Ah, the famous modern debate: to listen or not to listen. According to an article in The Guardian in July 2019, audiobook sales increased dramatically by 43% in 2018 over 2017. So what’s all the fuss about?

Personally, while I still prefer a physical book, I am definitely a fan of audiobooks. For starters, it is very useful in our fast-paced world to be able to delve into new texts without taking your eyes off the pavement. Books are clunky, heavy and expensive, while audiobook platforms like Audible give you access to a whole lot of content for relatively little cash and don’t take up any space in your bag. There’s something comforting about them as well, something nostalgic: like being read a bed-time story. I still remember listening to Horrid Henry cassettes when I went to sleep as a kid.

“There’s something comforting about them as well, something nostalgic: like being read a bed-time story.”

Despite this, there are still plenty of advantages to the humble book. Yes, they’re clunky and make me wish I had a bigger bag, but they’re also loveable and tangible and old ones just smell amazing! There is something very satisfying about filling up a bookshelf rather than gigabytes on your phone. Plus, you need to be focusing when you’re reading an actual book; I personally find it very easy to get distracted when listening to an audiobook as opposed to a hardback.

On a more analytical note, there is another potential issue with audiobooks: when it comes to readings of books that many would consider classics, the reader really has a responsibility towards the text.
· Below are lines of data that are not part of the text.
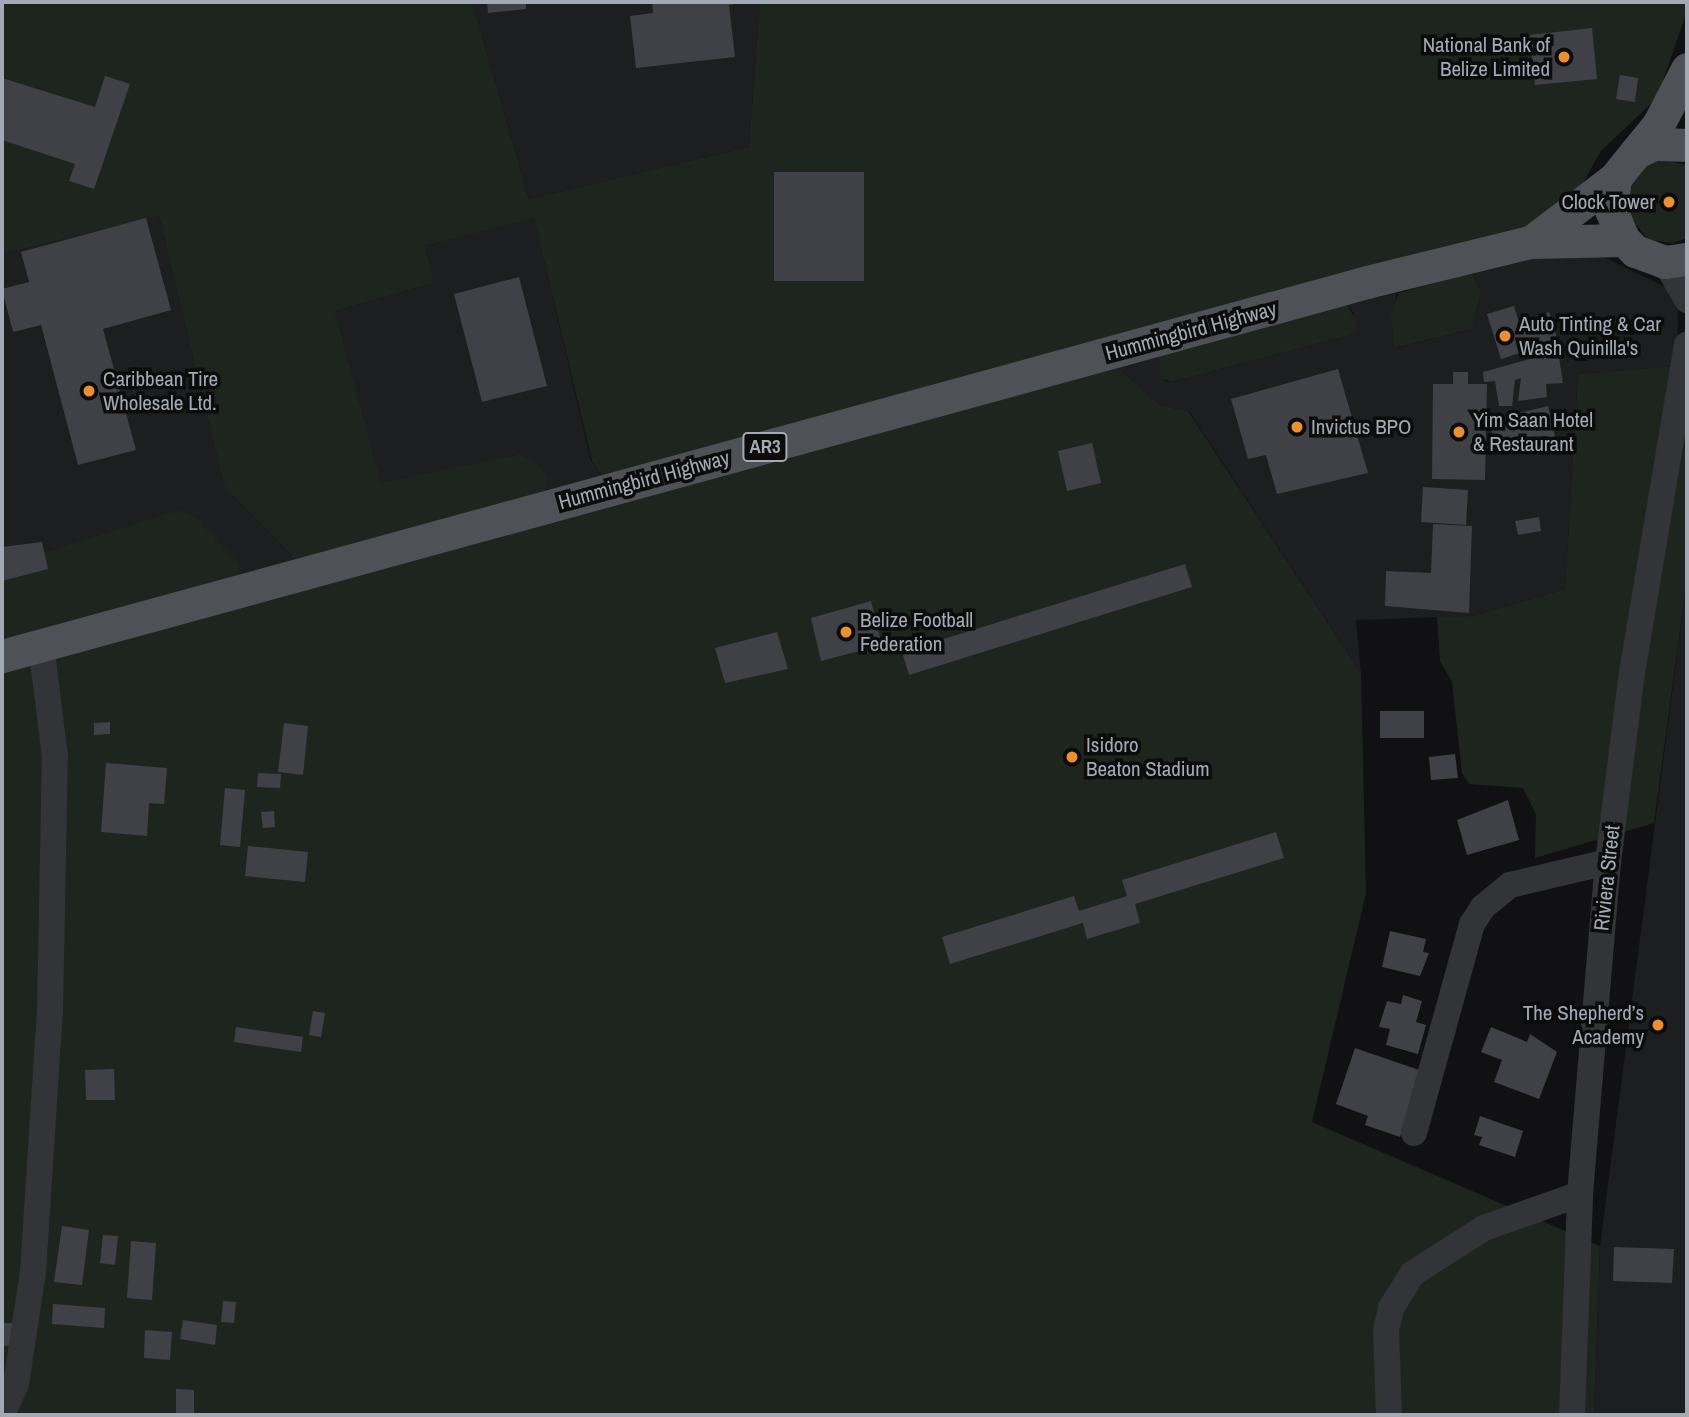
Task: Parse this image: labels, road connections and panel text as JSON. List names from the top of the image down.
{
  "streets": {
    "main road": ["Hummingbird Highway", "AR3"],
    "street": ["Riviera Street"]
  },
  "places": [
    "National Bank of Belize Limited",
    "Clock Tower",
    "Auto Tinting & Car Wash Quinilla's",
    "Caribbean Tire Wholesale Ltd.",
    "Invictus BPO",
    "Yim Saan Hotel & Restaurant",
    "Belize Football Federation",
    "Isidoro Beaton Stadium",
    "The Shepherd’s Academy"
  ]
}
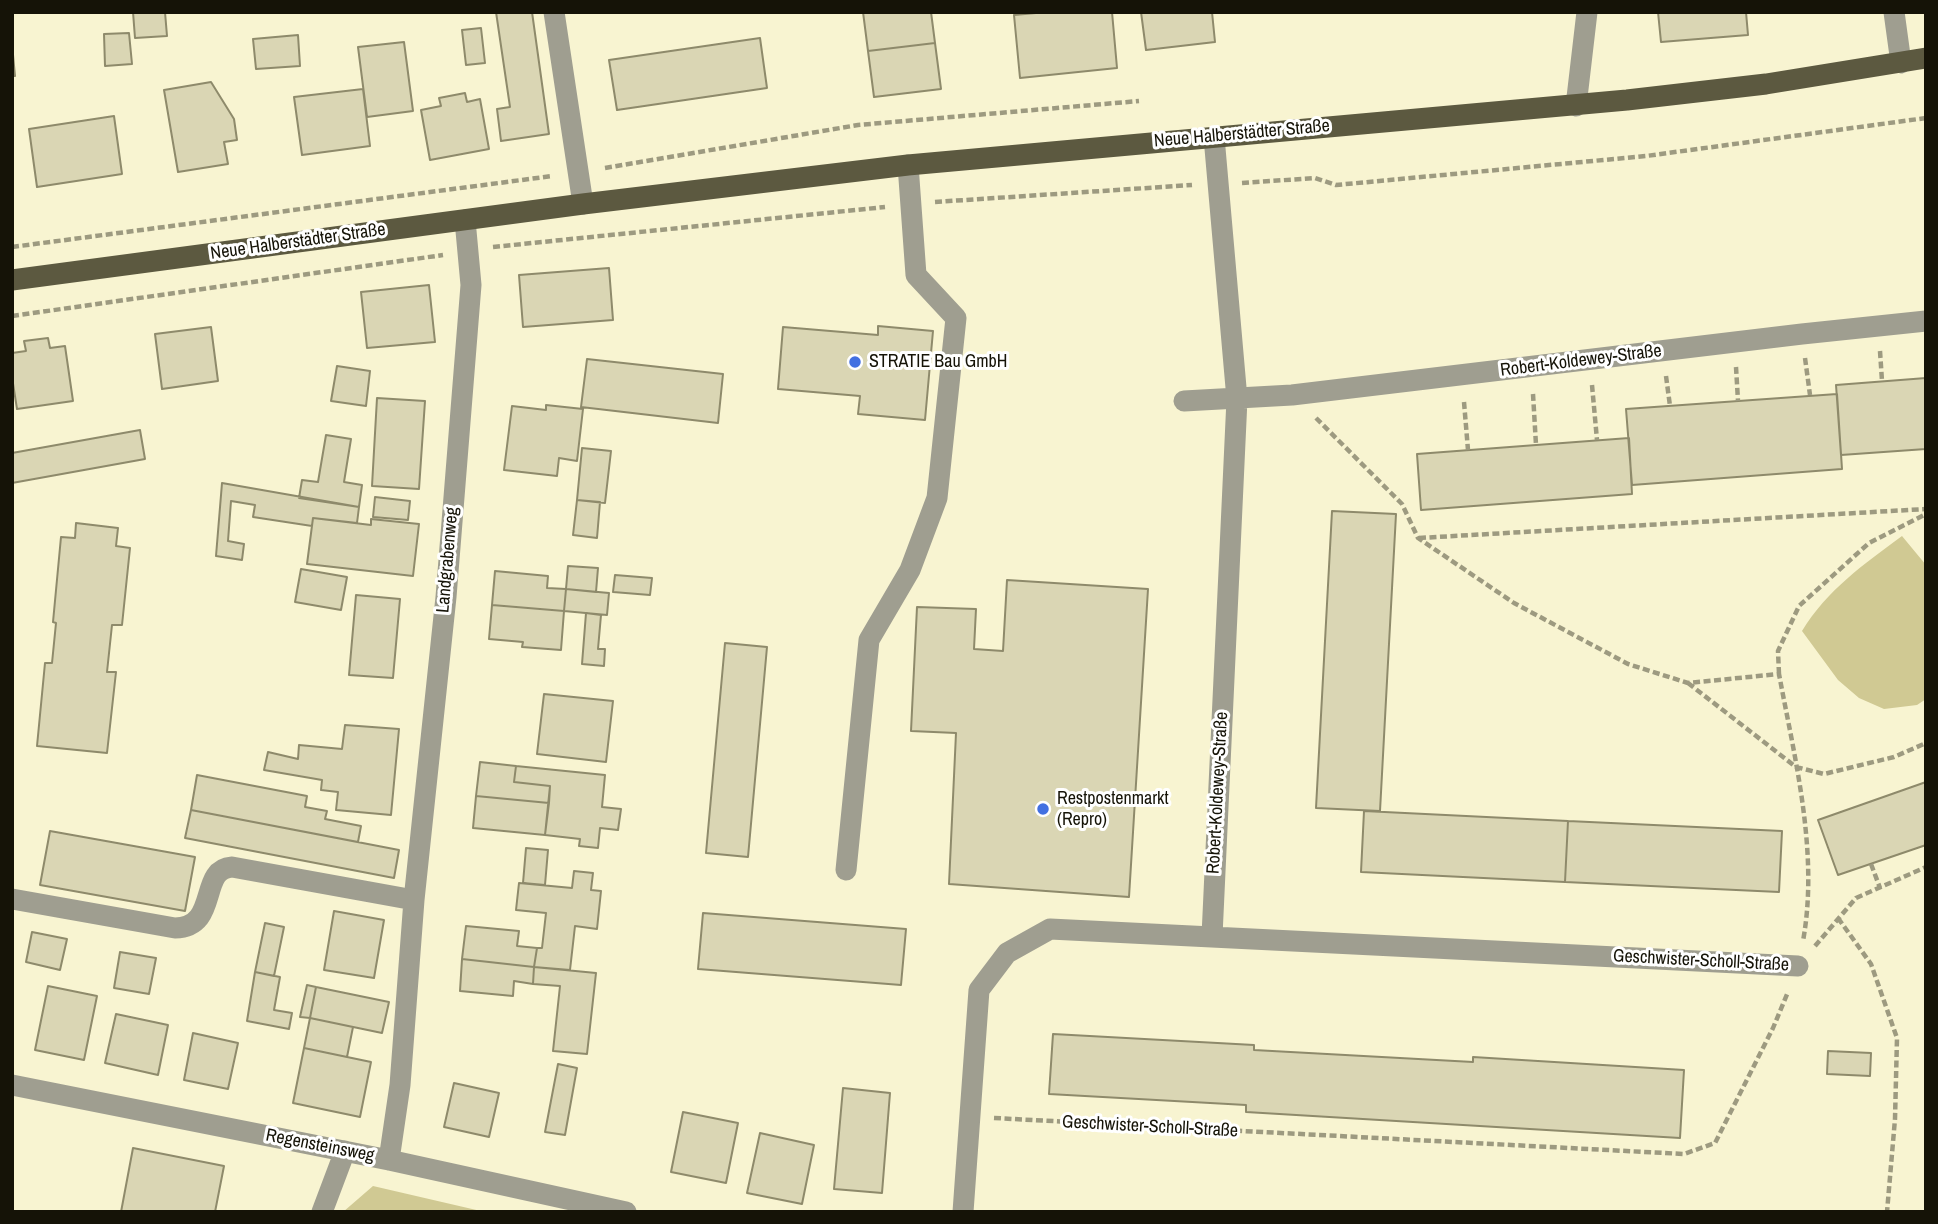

Reading an audiobook is not dissimilar to being an actor in a play: it is up to them to interpret the words as they see fit for an audience. Now, while this is certainly a comforting way of being introduced to a text, it should not be considered the be-all and end-all of your reading of them. Anyone who has ever studied a Shakespeare play at school knows that there are an enormous variety of ideas that can be drawn from single lines in a great work of literature. For me, while audiobooks can be a comfortable route into a difficult text, you really need to read the original to appreciate the variety of different meanings the text can be viewed as propagating. But hey, I’m an English student so this is kind of my life: if you are just looking to try out and enjoy a new book, by all means go for it and whack on the audiobook!

“while audiobooks can be a comfortable route into a difficult text, you really need to read the original to appreciate the variety of different meanings the text can be viewed as propagating.”

While audiobooks are certainly digging into the market share, books are still very much a big part of modern society and I for one hope they never go out of fashion. Books and audiobooks should not be treated as direct translations of one another, but entirely different animals. And I am happy that they’re both still alive and kicking.